P-54 Binary search for holding time assertion #2401

grumpygreenguy · 2024-01-11T19:22:43Z

Context

Reduce the number of data provider requests needed to implement the "holding time" assertion.

Resolves P-54

How (Optional)

The basic idea is to do a binary search over the range of relevant dates, testing every relevant address on each iteration, and discarding any addresses that prove to be irrelevant, that is, where we know for sure that the longest holding time is not held by that address.

An address is proven irrelevant if:

The data provider query returns false for that address on a given date
The data provider query returns true for another address on the same date

Note on Error Handling

Since the goal is to find the earliest holding date (and not necessarily to identify the corresponding address), it is OK to ignore certain errors as long as the search can proceed. In a nutshell, the search can only get "stuck" (i.e. we don't know whether to choose the earlier or the later half of the date range) if:

No data provider query returns true
At least one query returned an error.

In that case, the actual value of the failed query may have been true or false, so we don't know in which direction the search should continue.

If at least one query returned true, we know that the search continues in the earlier half; at worst we are failing to remove some irrelevant addresses that will be discarded in the subsequent step when the query returns false for them.

TODO

Pass CI

linear · 2024-01-11T19:22:46Z

P-54 Reduce number of requests in HOLDER assertion building

Kailai-Wang

Thank you, the intention is quite clear!

Have you considered partition_point? It applies the binary search under the hood too.

We can treat the date array as "sorted"/ partitioned because holding_time(index) == true implies holding_time(index + 1) == true (but not vice versa). If that's not the case in practice, then data provider malfunctions and you won't get the right result anyway.

tee-worker/litentry/core/assertion-build/src/holding_time.rs

Kailai-Wang · 2024-01-14T21:51:03Z

tee-worker/litentry/core/assertion-build/src/holding_time.rs

+	if outcomes.iter().any(is_positive) {
+		let new_accounts = accounts
+			.into_iter()
+			.zip(outcomes.iter())
+			.filter_map(|(account, outcome)| (!is_negative(outcome)).then_some(account))
+			.collect();
+		return (Ok(true), new_accounts)
+	}


Can we merge it into the accounts.iter() traverse above? I feel it should be possible

Possibly, but I'm not sure it's worth it. We only do the filtering if any of the queries returned true in that iteration; if we want to merge the two loops we'd have to speculatively build the filtered array in advance, and I think that would make the logic messier to follow. In terms of runtime, I don't think the added loop to construct the filtered list makes much of a difference; what dominates here is in any case the query provider requests.

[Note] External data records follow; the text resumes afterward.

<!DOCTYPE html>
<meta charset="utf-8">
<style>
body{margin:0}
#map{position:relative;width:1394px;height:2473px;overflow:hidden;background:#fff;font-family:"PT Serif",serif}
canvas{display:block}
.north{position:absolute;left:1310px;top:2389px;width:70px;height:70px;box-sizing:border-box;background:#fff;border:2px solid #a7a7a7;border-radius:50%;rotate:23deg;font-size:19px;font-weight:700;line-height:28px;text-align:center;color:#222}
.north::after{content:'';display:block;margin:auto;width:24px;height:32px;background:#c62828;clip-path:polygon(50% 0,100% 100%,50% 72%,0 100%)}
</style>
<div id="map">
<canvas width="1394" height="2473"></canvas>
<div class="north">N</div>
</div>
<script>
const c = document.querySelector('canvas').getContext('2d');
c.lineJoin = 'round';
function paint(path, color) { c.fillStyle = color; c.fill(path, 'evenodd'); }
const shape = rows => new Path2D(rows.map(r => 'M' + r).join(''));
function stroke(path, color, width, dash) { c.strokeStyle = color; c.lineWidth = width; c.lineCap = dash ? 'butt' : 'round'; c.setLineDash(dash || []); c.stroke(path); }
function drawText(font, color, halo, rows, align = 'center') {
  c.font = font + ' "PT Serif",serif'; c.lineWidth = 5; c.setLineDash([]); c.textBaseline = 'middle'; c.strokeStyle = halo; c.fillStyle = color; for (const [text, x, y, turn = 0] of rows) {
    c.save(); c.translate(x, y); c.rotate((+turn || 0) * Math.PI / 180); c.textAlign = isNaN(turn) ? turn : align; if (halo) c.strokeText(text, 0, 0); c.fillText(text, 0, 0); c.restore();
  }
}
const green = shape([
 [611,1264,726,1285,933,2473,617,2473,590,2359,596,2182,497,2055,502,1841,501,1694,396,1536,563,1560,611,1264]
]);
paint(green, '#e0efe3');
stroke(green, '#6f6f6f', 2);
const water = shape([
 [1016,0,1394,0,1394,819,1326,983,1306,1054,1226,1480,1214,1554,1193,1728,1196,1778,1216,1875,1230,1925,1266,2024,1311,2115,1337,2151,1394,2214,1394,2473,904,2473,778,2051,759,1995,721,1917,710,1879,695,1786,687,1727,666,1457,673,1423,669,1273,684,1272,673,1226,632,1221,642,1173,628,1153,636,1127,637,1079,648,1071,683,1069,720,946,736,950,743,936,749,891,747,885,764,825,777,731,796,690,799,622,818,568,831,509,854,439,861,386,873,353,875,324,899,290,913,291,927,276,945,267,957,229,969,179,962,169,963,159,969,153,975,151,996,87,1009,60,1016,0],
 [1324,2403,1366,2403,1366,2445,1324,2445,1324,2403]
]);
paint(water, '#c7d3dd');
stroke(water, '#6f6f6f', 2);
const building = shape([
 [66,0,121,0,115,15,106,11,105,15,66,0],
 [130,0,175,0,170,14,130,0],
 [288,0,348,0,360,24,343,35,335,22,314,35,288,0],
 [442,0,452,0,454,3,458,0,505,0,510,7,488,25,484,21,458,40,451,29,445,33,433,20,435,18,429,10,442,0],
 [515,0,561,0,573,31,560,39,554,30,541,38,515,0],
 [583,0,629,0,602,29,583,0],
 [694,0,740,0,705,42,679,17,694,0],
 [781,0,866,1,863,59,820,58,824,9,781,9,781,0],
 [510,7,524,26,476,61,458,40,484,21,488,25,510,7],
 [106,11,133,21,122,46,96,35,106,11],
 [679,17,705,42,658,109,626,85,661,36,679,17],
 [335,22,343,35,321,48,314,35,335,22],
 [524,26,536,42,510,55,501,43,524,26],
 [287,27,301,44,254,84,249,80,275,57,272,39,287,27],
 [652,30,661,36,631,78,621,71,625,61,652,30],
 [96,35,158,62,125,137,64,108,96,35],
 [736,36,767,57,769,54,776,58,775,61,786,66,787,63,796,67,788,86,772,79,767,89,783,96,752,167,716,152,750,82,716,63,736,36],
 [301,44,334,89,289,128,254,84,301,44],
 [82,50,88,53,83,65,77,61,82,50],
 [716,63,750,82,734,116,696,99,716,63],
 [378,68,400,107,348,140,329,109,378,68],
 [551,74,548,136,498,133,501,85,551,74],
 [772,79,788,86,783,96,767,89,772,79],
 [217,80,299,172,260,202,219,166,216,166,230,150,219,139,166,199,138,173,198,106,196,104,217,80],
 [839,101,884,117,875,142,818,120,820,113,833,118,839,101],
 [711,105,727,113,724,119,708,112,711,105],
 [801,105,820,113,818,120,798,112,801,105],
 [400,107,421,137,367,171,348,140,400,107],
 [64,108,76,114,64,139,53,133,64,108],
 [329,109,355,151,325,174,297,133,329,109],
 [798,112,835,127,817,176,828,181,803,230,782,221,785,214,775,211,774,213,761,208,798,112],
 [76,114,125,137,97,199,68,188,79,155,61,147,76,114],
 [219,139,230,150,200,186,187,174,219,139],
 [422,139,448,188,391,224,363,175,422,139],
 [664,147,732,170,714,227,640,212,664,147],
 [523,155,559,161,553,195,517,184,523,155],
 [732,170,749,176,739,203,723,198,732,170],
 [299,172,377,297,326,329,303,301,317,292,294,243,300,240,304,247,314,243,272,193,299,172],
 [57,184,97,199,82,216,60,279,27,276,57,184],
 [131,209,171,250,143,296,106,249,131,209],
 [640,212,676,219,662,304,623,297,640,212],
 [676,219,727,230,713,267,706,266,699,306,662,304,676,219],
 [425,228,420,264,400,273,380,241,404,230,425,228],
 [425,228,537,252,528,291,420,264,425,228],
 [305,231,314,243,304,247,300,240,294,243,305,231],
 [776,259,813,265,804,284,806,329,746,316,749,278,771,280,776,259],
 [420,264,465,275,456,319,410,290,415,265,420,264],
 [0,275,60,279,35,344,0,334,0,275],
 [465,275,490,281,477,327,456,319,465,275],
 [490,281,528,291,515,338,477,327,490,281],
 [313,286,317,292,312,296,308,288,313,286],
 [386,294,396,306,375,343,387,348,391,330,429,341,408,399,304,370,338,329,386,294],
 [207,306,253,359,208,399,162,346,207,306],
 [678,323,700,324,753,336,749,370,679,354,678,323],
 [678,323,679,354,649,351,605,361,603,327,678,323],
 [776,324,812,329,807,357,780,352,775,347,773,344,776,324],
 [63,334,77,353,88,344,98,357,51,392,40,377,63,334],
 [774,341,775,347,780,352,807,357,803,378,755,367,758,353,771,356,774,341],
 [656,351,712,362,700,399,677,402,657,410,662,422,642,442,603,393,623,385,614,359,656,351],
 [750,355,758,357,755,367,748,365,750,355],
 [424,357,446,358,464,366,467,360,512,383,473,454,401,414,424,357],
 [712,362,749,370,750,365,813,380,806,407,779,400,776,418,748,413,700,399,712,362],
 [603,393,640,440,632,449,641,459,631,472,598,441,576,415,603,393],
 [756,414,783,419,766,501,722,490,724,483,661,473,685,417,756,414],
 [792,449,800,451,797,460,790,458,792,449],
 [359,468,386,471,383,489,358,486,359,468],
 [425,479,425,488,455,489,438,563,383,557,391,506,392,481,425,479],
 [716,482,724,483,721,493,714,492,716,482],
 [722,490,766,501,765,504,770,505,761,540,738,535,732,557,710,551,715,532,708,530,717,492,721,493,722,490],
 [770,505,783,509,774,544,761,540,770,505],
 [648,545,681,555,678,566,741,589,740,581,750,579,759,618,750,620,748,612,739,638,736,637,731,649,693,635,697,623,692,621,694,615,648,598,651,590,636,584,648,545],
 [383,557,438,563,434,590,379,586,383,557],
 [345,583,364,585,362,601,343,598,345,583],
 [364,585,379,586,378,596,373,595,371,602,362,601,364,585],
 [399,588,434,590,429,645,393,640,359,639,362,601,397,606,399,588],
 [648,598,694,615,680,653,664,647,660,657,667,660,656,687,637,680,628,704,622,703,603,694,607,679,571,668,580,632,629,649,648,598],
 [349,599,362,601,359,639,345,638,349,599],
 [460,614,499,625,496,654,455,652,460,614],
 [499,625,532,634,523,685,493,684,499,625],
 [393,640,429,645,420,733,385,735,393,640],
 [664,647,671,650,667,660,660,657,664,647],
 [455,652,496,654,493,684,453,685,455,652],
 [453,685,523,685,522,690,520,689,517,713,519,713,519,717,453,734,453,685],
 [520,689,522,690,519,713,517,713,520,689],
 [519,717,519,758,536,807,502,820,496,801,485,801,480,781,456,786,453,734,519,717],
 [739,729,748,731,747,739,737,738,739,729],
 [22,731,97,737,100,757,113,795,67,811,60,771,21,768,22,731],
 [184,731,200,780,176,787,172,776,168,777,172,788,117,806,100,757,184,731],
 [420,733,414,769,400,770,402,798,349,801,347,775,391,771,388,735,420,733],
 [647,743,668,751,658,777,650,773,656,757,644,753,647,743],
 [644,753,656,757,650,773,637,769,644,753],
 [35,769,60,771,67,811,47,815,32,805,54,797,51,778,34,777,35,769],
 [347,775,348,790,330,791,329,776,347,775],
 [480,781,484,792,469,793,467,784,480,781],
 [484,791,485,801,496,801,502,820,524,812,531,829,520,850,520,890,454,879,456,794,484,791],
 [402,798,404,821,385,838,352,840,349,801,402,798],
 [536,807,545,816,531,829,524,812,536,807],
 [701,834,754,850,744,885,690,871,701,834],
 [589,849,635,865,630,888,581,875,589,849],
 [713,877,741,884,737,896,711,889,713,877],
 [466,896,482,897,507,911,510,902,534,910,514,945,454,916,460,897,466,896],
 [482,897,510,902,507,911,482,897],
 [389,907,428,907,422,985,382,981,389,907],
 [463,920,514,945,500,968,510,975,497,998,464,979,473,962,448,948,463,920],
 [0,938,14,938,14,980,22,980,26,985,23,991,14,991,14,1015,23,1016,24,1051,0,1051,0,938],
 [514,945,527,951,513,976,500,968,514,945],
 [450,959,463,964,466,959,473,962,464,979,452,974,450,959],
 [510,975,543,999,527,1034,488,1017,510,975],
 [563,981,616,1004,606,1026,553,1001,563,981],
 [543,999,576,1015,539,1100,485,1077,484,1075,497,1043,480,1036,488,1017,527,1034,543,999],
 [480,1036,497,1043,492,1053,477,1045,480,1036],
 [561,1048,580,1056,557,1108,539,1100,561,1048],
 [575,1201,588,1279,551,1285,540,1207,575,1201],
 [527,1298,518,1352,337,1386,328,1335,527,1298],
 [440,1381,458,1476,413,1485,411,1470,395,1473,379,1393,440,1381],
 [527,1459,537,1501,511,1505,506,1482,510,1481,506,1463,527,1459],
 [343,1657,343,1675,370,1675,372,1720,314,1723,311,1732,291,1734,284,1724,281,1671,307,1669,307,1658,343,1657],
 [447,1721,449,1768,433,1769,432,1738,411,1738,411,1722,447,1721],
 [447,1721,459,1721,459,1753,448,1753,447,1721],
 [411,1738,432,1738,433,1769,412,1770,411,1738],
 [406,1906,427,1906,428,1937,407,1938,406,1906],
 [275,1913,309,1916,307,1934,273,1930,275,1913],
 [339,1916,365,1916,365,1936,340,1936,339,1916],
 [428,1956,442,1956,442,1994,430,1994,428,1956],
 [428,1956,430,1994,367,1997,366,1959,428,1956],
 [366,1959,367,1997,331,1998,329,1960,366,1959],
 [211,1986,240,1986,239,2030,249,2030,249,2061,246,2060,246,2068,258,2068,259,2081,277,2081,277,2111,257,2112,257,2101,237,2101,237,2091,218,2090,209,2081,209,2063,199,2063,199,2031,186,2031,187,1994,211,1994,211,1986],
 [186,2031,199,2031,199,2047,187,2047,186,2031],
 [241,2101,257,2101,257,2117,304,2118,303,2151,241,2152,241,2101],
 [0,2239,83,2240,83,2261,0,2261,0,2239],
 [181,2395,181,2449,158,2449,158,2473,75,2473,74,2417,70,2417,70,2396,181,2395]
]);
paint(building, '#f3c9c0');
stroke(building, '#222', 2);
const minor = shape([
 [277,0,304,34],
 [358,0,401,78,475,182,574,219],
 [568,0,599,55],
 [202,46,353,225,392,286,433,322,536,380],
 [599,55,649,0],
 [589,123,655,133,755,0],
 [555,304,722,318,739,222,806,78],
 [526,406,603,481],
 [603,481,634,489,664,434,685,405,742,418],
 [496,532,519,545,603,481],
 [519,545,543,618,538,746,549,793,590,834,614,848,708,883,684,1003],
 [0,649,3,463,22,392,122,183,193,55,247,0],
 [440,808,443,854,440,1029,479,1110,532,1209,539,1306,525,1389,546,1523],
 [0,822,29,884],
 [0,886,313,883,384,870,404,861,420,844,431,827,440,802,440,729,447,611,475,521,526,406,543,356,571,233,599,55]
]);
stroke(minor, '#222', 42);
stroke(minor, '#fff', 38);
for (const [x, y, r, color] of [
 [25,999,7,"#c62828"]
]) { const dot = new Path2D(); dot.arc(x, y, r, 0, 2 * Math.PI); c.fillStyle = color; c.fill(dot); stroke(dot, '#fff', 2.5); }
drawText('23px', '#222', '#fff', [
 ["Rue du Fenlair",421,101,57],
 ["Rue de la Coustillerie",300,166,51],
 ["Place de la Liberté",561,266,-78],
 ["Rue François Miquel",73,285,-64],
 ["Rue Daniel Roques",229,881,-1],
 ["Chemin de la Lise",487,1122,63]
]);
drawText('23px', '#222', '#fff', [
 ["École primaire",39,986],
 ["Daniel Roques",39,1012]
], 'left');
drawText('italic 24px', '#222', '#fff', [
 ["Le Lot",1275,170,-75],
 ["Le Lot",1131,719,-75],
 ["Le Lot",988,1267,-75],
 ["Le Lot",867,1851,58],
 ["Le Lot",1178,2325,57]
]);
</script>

grumpygreenguy · 2024-01-15T10:11:21Z

@Kailai-Wang

Thank you, the intention is quite clear!

Thanks!

Have you considered partition_point? It applies the binary search under the hood too.

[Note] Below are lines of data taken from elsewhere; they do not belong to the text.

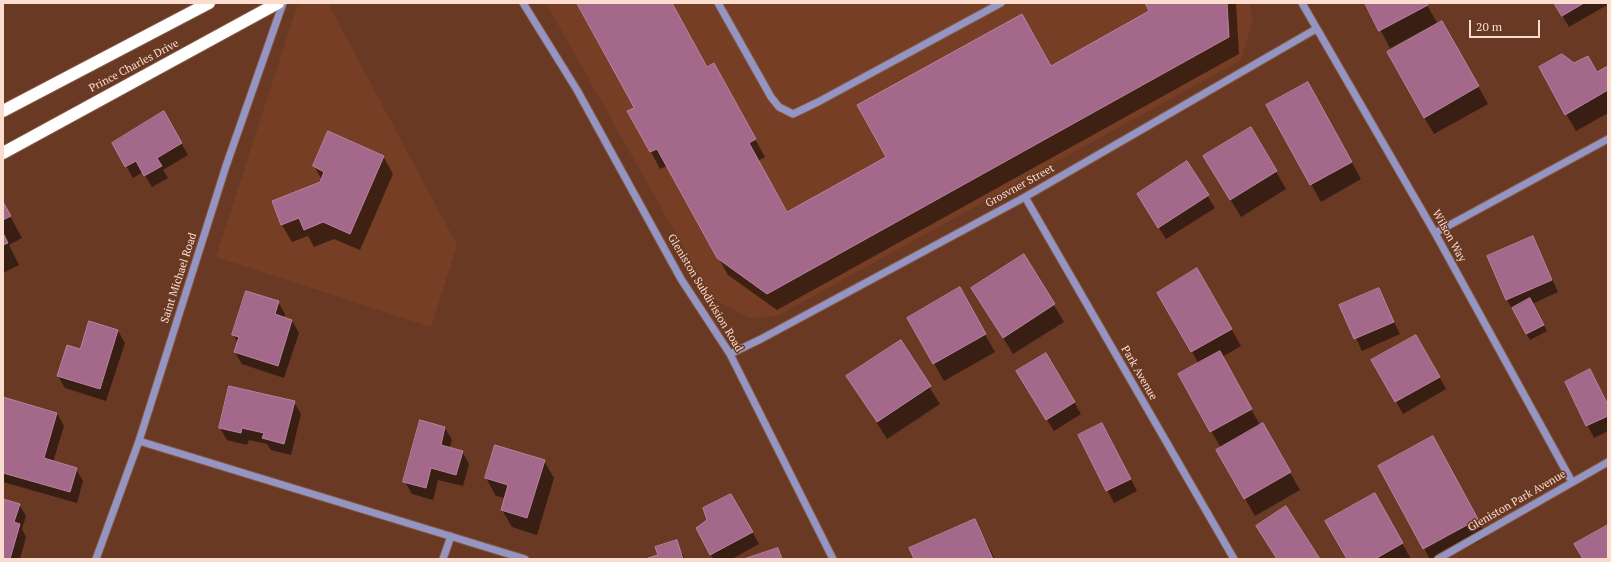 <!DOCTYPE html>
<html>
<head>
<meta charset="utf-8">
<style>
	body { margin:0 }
	#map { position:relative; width:1611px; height:562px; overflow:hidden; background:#693924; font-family:"PT Serif",serif }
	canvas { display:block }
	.frame { position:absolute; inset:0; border:4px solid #fbddd0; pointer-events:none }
	.scale { position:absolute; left:1469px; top:20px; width:71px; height:18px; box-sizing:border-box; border:2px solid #fbddd0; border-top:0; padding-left:5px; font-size:12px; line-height:14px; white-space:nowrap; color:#fbddd0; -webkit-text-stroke:3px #693924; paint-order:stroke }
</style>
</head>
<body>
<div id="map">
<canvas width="1611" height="562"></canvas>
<div class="frame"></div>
<div class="scale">20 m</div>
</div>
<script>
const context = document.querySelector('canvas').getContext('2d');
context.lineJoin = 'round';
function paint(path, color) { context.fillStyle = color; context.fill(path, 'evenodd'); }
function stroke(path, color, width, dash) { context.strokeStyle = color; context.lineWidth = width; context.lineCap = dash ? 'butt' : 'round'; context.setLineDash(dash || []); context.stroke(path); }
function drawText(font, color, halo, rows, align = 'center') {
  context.font = font + ' "PT Serif",serif'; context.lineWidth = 3; context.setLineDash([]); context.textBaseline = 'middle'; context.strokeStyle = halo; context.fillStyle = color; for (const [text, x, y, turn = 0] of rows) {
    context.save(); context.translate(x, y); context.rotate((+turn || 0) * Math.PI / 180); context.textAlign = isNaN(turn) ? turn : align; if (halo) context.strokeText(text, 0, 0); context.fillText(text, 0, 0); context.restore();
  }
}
paint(new Path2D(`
	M302 3H328L457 245 431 327 216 257 297 6Z
	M546 3H1249L1253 18 1241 60 777 316 749 318 712 298Z`), '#763e25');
paint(new Path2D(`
	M578 3H672L707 68 723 82 765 157 758 161 787 213 1151 11 1146 3H1236L1239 54 777 310 728 275 667 166 660 169 651 152 629 112 636 108Z
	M1366 3H1426L1437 23 1390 48Z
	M1555 3H1606L1607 5 1569 27Z
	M1452 39 1488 104 1434 134 1424 117Z
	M1574 65 1597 73 1608 67V113L1576 131 1566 114Z
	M1318 101 1361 179 1321 202 1268 106Z
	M164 113 188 155 163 170 168 178 152 187 143 172 133 178 113 143Z
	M1251 128 1286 189 1241 217 1215 174Z
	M383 156 393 174 360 250 334 239 314 247 308 236 292 242 282 225 273 202 320 183 322 180 314 166Z
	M1187 163 1215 208 1166 239 1145 206Z
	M3 203 22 238 9 245 19 265 3 273Z
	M1532 237 1558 292 1532 304 1547 331 1530 340 1507 300 1488 257Z
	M1024 256 1064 322 1013 354 983 305Z
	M1197 270 1241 346 1222 357 1260 425 1262 424 1300 490 1255 516 1217 450 1221 448 1179 375 1199 364 1158 293Z
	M959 289 995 352 944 381 908 318Z
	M1378 289 1400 334 1362 351 1341 306Z
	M278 302 285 314 284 318 292 321 299 333 284 378 242 364 235 352 238 342 233 335Z
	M90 322 118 331 125 343 106 401 65 388 58 376 81 350Z
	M1416 336 1446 389 1403 414 1373 360Z
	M900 342 940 404 887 439 858 393Z
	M1590 371 1608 405V431L1594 438 1566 383Z
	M1024 383 1074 402 1081 414 1054 431Z
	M3 398 57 413 64 426 53 462 76 469 83 481 77 503 3 482Z
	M294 402 301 414 291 455 271 450 267 444 249 440 247 445 227 440 220 428Z
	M445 428 452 440 449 448 462 451 469 464 463 486 438 480 433 500 412 494 405 482Z
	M1079 436H1109L1137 491 1114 503Z
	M496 446 544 461 554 478 537 535 512 527 502 510 505 498 496 496 486 478Z
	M1442 455 1487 537 1446 559H1430L1424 548Z
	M1374 494 1411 559H1348Z
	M731 495 759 544 732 559H713L698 528 709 521Z
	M3 500 19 504 26 516 22 529 26 537 20 559H3Z
	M975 520 995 559H915Z
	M676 541 685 559H649L659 556Z`), '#0007');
const building = new Path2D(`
	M577 3H672L707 67 714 63 756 139 749 143 787 212 886 157 857 105 1022 14 1051 66 1149 11 1145 3H1227L1229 37 767 294 717 258 657 149 650 152 627 111 634 108Z
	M1365 3H1427L1428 5 1379 31Z
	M1554 3H1584L1562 16Z
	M1442 21 1479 86 1424 118 1387 52Z
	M1562 54 1574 63 1588 56 1597 72 1608 66V90L1565 115 1539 67Z
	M1308 82 1352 162 1310 185 1266 105Z
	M164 111 182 143 157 158 162 166 144 176 136 161 125 167 112 143Z
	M1251 127 1277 171 1230 200 1203 156Z
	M328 131 384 156 350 234 323 222 304 230 299 218 281 225 272 201 320 182 324 172 313 166Z
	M1187 161 1209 195 1158 228 1137 194Z
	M3 202 11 216 3 220Z
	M3 233 8 243 3 245Z
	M1533 236 1552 280 1506 300 1487 256Z
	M1024 254 1055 304 1003 338 971 288Z
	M1197 268 1232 329 1191 352 1157 293Z
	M960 287 986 334 933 364 907 318Z
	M1379 288 1394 322 1354 339 1339 305Z
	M246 291 279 301 275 314 292 320 278 366 234 352 239 337 232 335Z
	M1530 298 1544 325 1526 334 1512 308Z
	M89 321 118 330 100 389 57 376 67 345 80 349Z
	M1416 335 1440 377 1395 402 1371 360Z
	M901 340 931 386 877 422 846 376Z
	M1220 351 1252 409 1210 432 1178 374Z
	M1046 353 1075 402 1046 420 1016 371Z
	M1590 369 1608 405V416L1586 426 1565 382Z
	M229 386 295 401 284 444 262 438 264 433 242 428 241 433 219 428Z
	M3 397 57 413 44 458 77 468 70 492 3 473Z
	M420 420 445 427 441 445 463 451 456 475 431 468 426 488 403 482Z
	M1102 423 1131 479 1106 491 1078 435Z
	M1263 423 1291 472 1244 499 1216 450Z
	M1433 436 1478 519 1423 549 1378 466Z
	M495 445 545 460 527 518 501 510 508 485 485 478Z
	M1375 493 1403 543 1375 559H1347L1325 521Z
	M731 494 753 532 710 555 696 528 707 520 703 508Z
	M3 499 20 504 14 522 20 524 10 559H3Z
	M1286 506 1320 559H1277L1256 526Z
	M975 519 993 559H914L909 548Z
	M1608 525V559H1583L1574 544Z
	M677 540 683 559H645L658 555 655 547Z
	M778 548 782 559H744Z`);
paint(building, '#a4688b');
stroke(building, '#b783a1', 1);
const minor = new Path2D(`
	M523 3 577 90 681 279 730 354 833 559
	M718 3 771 97 779 107 793 114 818 102 1001 3
	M1302 3 1435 233 1572 482
	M1025 197 1234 559
	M1435 233 1608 139
	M730 354 761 339 1025 197 1316 29
	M139 441 525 559
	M96 559 139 441 226 166 283 3
	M443 559 451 536
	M1438 559 1608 462`);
const highway = new Path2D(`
	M3 111 209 3
	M3 153 278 3`);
stroke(minor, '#835743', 9);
stroke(highway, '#835743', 14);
stroke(minor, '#9595c3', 7);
stroke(highway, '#fff', 12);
drawText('11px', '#fbddd0', '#693924', [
	["Prince Charles Drive",134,66,-28],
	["Grosvner Street",1020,186,-29],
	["Wilson Way",1449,236,61],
	["Saint Michael Road",179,278,-72],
	["Gleniston Subdivision Road",705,293,59],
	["Park Avenue",1139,373,60],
	["Gleniston Park Avenue",1517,501,-30]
]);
</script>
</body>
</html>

Didn't know about it; will have a look! Thanks

We can treat the date array as "sorted"/ partitioned because holding_time(index) == true implies holding_time(index + 1) == true (but not vice versa). If that's not the case in practice, then data provider malfunctions and you won't get the right result anyway.

Exactly; that's the entire justification for the search algorithm.

Kailai-Wang · 2024-01-15T11:05:11Z

partition_point is basically a binary search by predicate, applying it would make the code simpler (so better readability) and less error-prone (as it's a library func) IMO

grumpygreenguy · 2024-01-15T11:53:02Z

partition_point is basically a binary search by predicate, applying it would make the code simpler (so better readability) and less error-prone (as it's a library func) IMO

On further look, there's a problem with error handling -- the predicate arg to partition_point must return bool, but the predicate depends on data provider queries which could fail, so the search logic needs to be able to handle that (at the very least, to bubble the error without panicking)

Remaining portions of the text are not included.